Problem requirements -
Take each line of the records below that contains the string "aside" and copy it.
________________________
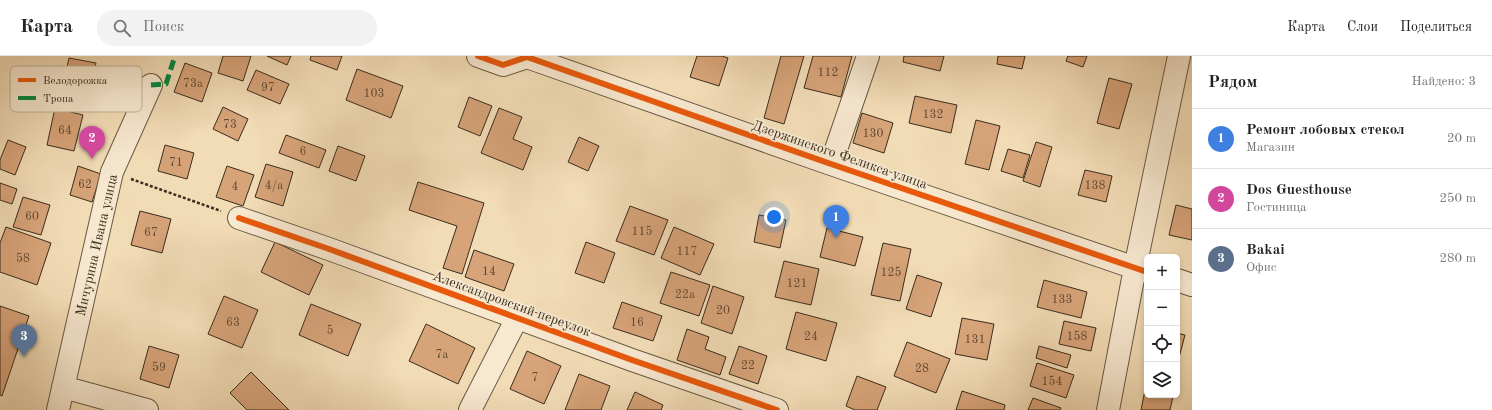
<!DOCTYPE html>
<html lang="ru">
<head>
<meta charset="utf-8">
<style>
  body { margin:0; font-family:"Old Standard TT",serif; background:#f2f2f2; color:#222 }
  .controls { position:absolute; right:12px; bottom:12px; display:grid; overflow:hidden; border-radius:6px; box-shadow:0 2px 6px #0003 }
  .controls button { width:36px; height:36px; display:grid; place-items:center; padding:0; border:0; border-bottom:1px solid #e0e0e0; background:#fff; color:#222; font:20px sans-serif }
  .you { position:absolute; left:774px; top:161px; width:14px; height:14px; margin:-10px; border:3px solid #fff; border-radius:50%; background:#1a73e8; box-shadow:0 0 0 6px #1a73e833 }
  .badge { display:grid; place-items:center; width:26px; height:26px; border-radius:50%; background:#ea580c; color:#fff; font-size:13px; font-weight:700 }
  .pin { position:absolute; translate:-50% -33px; filter:drop-shadow(0 1px 2px #0008) }
  .pin::after { content:''; position:absolute; top:21px; width:14px; height:12px; background:inherit; clip-path:polygon(0 0,100% 0,50% 100%) }
  .list { margin:0; padding:0; list-style:none }
  h2 { display:flex; justify-content:space-between; align-items:center; height:52px; margin:0; padding:0 16px; font-size:17px }
  h2 small { font-size:13px; font-weight:400; color:#767676 }
  .list li { display:grid; grid-template-columns:26px 1fr auto; gap:12px; align-items:center; box-sizing:border-box; height:60px; padding:0 16px; border-top:1px solid #e0e0e0 }
  .list b { display:block; font-size:15px; white-space:nowrap }
  .list p { margin:0; font-size:13px; white-space:nowrap; color:#767676 }
  .list em { font-size:13px; font-style:normal; color:#767676 }
  .icon { flex:none; width:22px; height:22px; fill:none; stroke:currentColor; stroke-width:2; stroke-linecap:round; stroke-linejoin:round }
  .map { position:relative; flex:none; width:1192px; height:354px; overflow:hidden }
  header { display:flex; align-items:center; gap:24px; box-sizing:border-box; height:56px; padding:0 20px; background:#fff; border-bottom:1px solid #e0e0e0 }
  header strong { font-size:19px }
  nav { display:flex; gap:22px; margin-inline-start:auto; font-size:14px }
  .search { width:280px; height:36px; background:#f2f2f2; display:flex; align-items:center; gap:10px; box-sizing:border-box; padding:0 14px; border-radius:22px; color:#767676; font-size:15px }
  main { display:flex }
  aside { flex:1; background:#fff }
  .map>svg:first-child { display:block }
</style>
</head>
<body>
<header>
<strong>Карта</strong>
<div class="search"><svg class="icon" aria-label="search" viewBox="0 0 24 24"><circle cx="10" cy="10" r="6"/><path d="M15 15l6 6"/></svg>Поиск</div>
<nav><a>Карта</a><a>Слои</a><a>Поделиться</a></nav>
</header>
<main>
<div class="map">
<svg width="1192" height="354" viewBox="0 0 1192 354">
  <rect width="100%" height="100%" fill="#f2dcb6"/>
  <filter id="stains"><feTurbulence type="fractalNoise" baseFrequency=".005" numOctaves="4"/><feColorMatrix values="0 0 0 0 .2 0 0 0 0 .09 0 0 0 0 .02 0 0 0 .5 -.17"/></filter>
  <radialGradient id="worn" r=".72"><stop offset=".6" stop-color="#630" stop-opacity="0"/><stop offset="1" stop-color="#630" stop-opacity=".3"/></radialGradient>
  <path fill="#d7a379" stroke="#3a2d1d" d="M223,0H251L243,25L218,17Z
    M267,0H291L287,9Z
    M311,0H342L337,14L310,4Z
    M697,0H722L728,2L719,30L690,21Z
    M781,0H804L784,68L764,62Z
    M813,0H852L841,41L804,32Z
    M904,0H944L940,15L903,6Z
    M998,0H1025L1022,13L997,8Z
    M1068,0H1087L1083,11L1066,5Z
    M69,2L96,7L90,35L63,29Z
    M185,7L212,17L202,46L174,36Z
    M357,13L403,30L391,62L346,44Z
    M256,14L289,28L280,48L247,34Z
    M1109,22L1132,28L1119,73L1097,67Z
    M915,40L957,49L951,77L909,67Z
    M469,41L492,50L480,80L458,71Z
    M223,51L248,63L238,85L213,73Z
    M55,52L83,59L74,95L47,89Z
    M499,52L522,61L513,83L532,91L523,114L481,97Z
    M862,57L893,67L884,97L853,87Z
    M976,64L1000,70L989,114L965,108Z
    M286,79L326,94L319,112L279,97Z
    M579,81L599,90L588,115L568,106Z
    M8,84L26,91L15,119L0,113V104Z
    M1036,86L1052,91L1040,131L1023,125Z
    M165,89L194,97L187,123L158,115Z
    M338,90L365,100L356,125L329,115Z
    M1008,93L1030,99L1023,122L1001,115Z
    M266,108L293,116L283,150L255,141Z
    M78,110L101,118L92,146L70,139Z
    M227,110L254,119L243,150L216,141Z
    M1085,114L1112,120L1106,146L1078,139Z
    M418,126L484,147L462,218L443,212L457,170L409,154Z
    M0,127L17,133L12,148L0,144Z
    M23,141L50,149L41,179L13,171Z
    M1176,149L1192,153V184L1169,179Z
    M630,150L668,164L654,199L616,185Z
    M140,155L171,163L162,197L131,189Z
    M759,159L786,164L780,192L754,186Z
    M6,171L51,187L37,229L0,216V187Z
    M674,171L714,188L700,219L661,202Z
    M827,172L863,181L855,210L820,201Z
    M275,186L323,209L309,239L261,216Z
    M586,186L615,197L604,227L575,217Z
    M883,187L911,193L900,245L871,239Z
    M474,194L514,208L504,235L465,221Z
    M784,205L819,213L811,249L775,241Z
    M671,216L710,229L699,260L660,247Z
    M917,219L942,227L931,261L906,253Z
    M1044,224L1087,236L1081,262L1037,251Z
    M713,230L744,241L732,278L701,267Z
    M224,240L258,254L242,292L208,278Z
    M622,246L662,260L653,285L613,272Z
    M311,248L361,268L348,300L299,279Z
    M0,250L29,260L2,340L0,339Z
    M796,256L837,267L826,305L786,293Z
    M962,262L994,268L987,304L955,298Z
    M1064,265L1096,272L1091,295L1059,288Z
    M426,268L475,292L458,328L409,305Z
    M687,273L709,281L705,293L726,301L720,319L677,304Z
    M1177,277L1185,279L1177,309Z
    M907,286L950,303L936,337L894,320Z
    M149,290L179,299L169,332L140,323Z
    M739,290L767,300L758,328L729,318Z
    M1039,290L1071,299L1067,312L1036,302Z
    M527,295L561,310L544,348L510,333Z
    M1037,307L1074,319L1066,342L1030,330Z
    M251,316L289,354H247L230,337Z
    M579,318L610,330L601,354H565Z
    M857,320L886,331L877,354H855L846,350Z
    M1145,334H1147V339L1173,340L1170,354H1141Z
    M962,335L1005,349L1004,354H956Z
    M635,336L663,349L661,354H627Z
    M1033,342L1061,352L1060,354H1028Z"/>
  <g fill="none" stroke-linecap="round" stroke-linejoin="round">
    <defs>
      <path id="minor" d="M478,0L503,9L527,1L831,108L1147,216
        M831,108L868,0
        M239,162L329,193L632,304L777,354
        M1177,224L1192,229
        M63,331L147,354
        M58,354L112,116L151,29
        M470,354L517,262
        M1108,354L1135,212L1179,0"/>
    </defs>
    <use href="#minor" stroke="#685943" stroke-width="24"/>
    <path stroke="#3a2d1d" stroke-width="2.5" stroke-dasharray="3 2" stroke-linecap="butt" d="M131,123L221,155"/>
    <use href="#minor" stroke="#f7e8d0" stroke-width="22"/>
    <path stroke="#00873e" stroke-width="5" stroke-dasharray="10 5" stroke-linecap="butt" d="M151,29L166,28L175,0"/>
    <defs>
      <path id="cycleway" d="M478,0L503,9L527,1L831,108L1147,216
        M239,162L329,193L632,304L777,354"/>
    </defs>
    <use href="#cycleway" stroke="#f7e8d0" stroke-width="8"/>
    <use href="#cycleway" stroke="#e8590c" stroke-width="6"/>
  </g>
  <g text-anchor="middle" stroke-width="3.5" stroke-linejoin="round" paint-order="stroke">
    <g font-size="12" fill="#614a34">
      <text x="828" y="20">112</text>
      <text x="193" y="31">73а</text>
      <text x="268" y="35">97</text>
      <text x="374" y="41">103</text>
      <text x="933" y="62">132</text>
      <text x="230" y="72">73</text>
      <text x="65" y="78">64</text>
      <text x="873" y="81">130</text>
      <text x="303" y="99">6</text>
      <text x="176" y="110">71</text>
      <text x="85" y="132">62</text>
      <text x="274" y="133">4/а</text>
      <text x="1095" y="133">138</text>
      <text x="235" y="134">4</text>
      <text x="32" y="164">60</text>
      <text x="642" y="179">115</text>
      <text x="151" y="180">67</text>
      <text x="687" y="199">117</text>
      <text x="23" y="206">58</text>
      <text x="489" y="219">14</text>
      <text x="891" y="220">125</text>
      <text x="797" y="231">121</text>
      <text x="685" y="242">22а</text>
      <text x="1062" y="247">133</text>
      <text x="723" y="258">20</text>
      <text x="233" y="270">63</text>
      <text x="637" y="270">16</text>
      <text x="330" y="278">5</text>
      <text x="811" y="284">24</text>
      <text x="1077" y="284">158</text>
      <text x="975" y="287">131</text>
      <text x="442" y="302">7а</text>
      <text x="748" y="313">22</text>
      <text x="159" y="315">59</text>
      <text x="922" y="316">28</text>
      <text x="535" y="325">7</text>
      <text x="1052" y="329">154</text>
    </g>
    <g font-size="14" fill="#3a2d1d" stroke="#f7e8d0">
      <text transform="translate(840 98) rotate(19)" y="5">Дзержинского Феликса улица</text>
      <text transform="translate(96 189) rotate(-77)" y="5">Мичурина Ивана улица</text>
      <text transform="translate(512 247) rotate(20)" y="5">Александровский переулок</text>
    </g>
  </g>
  <rect x="10" y="10" width="132" height="46" rx="6" fill="#f7e8d0" stroke="#beb09a" stroke-width="1"/>
  <rect x="18" y="22" width="18" height="4" fill="#e8590c"/>
  <rect x="18" y="40" width="18" height="4" fill="#00873e"/>
  <g font-size="11" fill="#3a2d1d">
    <text x="43" y="28">Велодорожка</text>
    <text x="43" y="46">Тропа</text>
  </g>
  <rect width="100%" height="100%" filter="url(#stains)"/>
  <rect width="100%" height="100%" fill="url(#worn)"/>
</svg>
<div class="controls">
<button>+</button>
<button>−</button>
<button><svg class="icon" aria-label="locate" viewBox="0 0 24 24"><circle cx="12" cy="12" r="6"/><path d="M12 2v4M12 18v4M2 12h4M18 12h4"/></svg></button>
<button><svg class="icon" aria-label="layers" viewBox="0 0 24 24"><path d="M12 4l9 5-9 5-9-5zM3 14l9 5 9-5"/></svg></button>
</div>
<div class="you"></div>
<div class="pin badge" style="left:836px;top:182px;background:#3f7fe0">1</div>
<div class="pin badge" style="left:92px;top:103px;background:#d1479c">2</div>
<div class="pin badge" style="left:24px;top:301px;background:#5c6f8a">3</div>
</div>
<aside>
<h2>Рядом<small>Найдено: 3</small></h2>
<ul class="list">
<li><span class="badge" style="background:#3f7fe0">1</span><div><b>Ремонт лобовых стекол</b><p>Магазин</p></div><em>20 m</em></li>
<li><span class="badge" style="background:#d1479c">2</span><div><b>Dos Guesthouse</b><p>Гостиница</p></div><em>250 m</em></li>
<li><span class="badge" style="background:#5c6f8a">3</span><div><b>Bakai</b><p>Офис</p></div><em>280 m</em></li>
</ul>
</aside>
</main>
</body>
</html>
________________________
Result -
  aside { flex:1; background:#fff }
<aside>
</aside>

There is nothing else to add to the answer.